» PROVIDED RECORDS
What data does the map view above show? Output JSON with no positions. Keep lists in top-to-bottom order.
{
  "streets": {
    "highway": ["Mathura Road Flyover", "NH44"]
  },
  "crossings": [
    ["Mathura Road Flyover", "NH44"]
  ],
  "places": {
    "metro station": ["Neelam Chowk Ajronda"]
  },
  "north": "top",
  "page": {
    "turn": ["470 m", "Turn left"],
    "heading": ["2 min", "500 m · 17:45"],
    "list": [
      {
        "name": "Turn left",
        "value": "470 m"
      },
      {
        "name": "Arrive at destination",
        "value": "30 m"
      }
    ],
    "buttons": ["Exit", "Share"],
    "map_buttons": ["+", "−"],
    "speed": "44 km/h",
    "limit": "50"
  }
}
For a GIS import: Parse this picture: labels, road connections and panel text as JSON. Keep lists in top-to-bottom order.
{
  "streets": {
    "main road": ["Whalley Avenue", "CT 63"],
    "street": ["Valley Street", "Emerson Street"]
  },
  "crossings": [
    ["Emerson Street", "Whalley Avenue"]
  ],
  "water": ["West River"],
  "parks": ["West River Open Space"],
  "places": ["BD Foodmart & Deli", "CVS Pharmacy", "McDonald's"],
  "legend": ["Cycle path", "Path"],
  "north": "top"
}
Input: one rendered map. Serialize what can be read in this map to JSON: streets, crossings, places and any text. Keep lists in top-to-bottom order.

» TRY IT
Would you restate the whole listing word for word?

» RESPONSE AREA
What data does the map view above show? Output JSON with no positions. Keep lists in top-to-bottom order.
{
  "streets": {
    "highway": ["Mathura Road Flyover", "NH44"]
  },
  "crossings": [
    ["Mathura Road Flyover", "NH44"]
  ],
  "places": {
    "metro station": ["Neelam Chowk Ajronda"]
  },
  "north": "top",
  "page": {
    "turn": ["470 m", "Turn left"],
    "heading": ["2 min", "500 m · 17:45"],
    "list": [
      {
        "name": "Turn left",
        "value": "470 m"
      },
      {
        "name": "Arrive at destination",
        "value": "30 m"
      }
    ],
    "buttons": ["Exit", "Share"],
    "map_buttons": ["+", "−"],
    "speed": "44 km/h",
    "limit": "50"
  }
}
For a GIS import: Parse this picture: labels, road connections and panel text as JSON. Keep lists in top-to-bottom order.
{
  "streets": {
    "main road": ["Whalley Avenue", "CT 63"],
    "street": ["Valley Street", "Emerson Street"]
  },
  "crossings": [
    ["Emerson Street", "Whalley Avenue"]
  ],
  "water": ["West River"],
  "parks": ["West River Open Space"],
  "places": ["BD Foodmart & Deli", "CVS Pharmacy", "McDonald's"],
  "legend": ["Cycle path", "Path"],
  "north": "top"
}
Input: one rendered map. Serialize what can be read in this map to JSON: streets, crossings, places and any text. Keep lists in top-to-bottom order.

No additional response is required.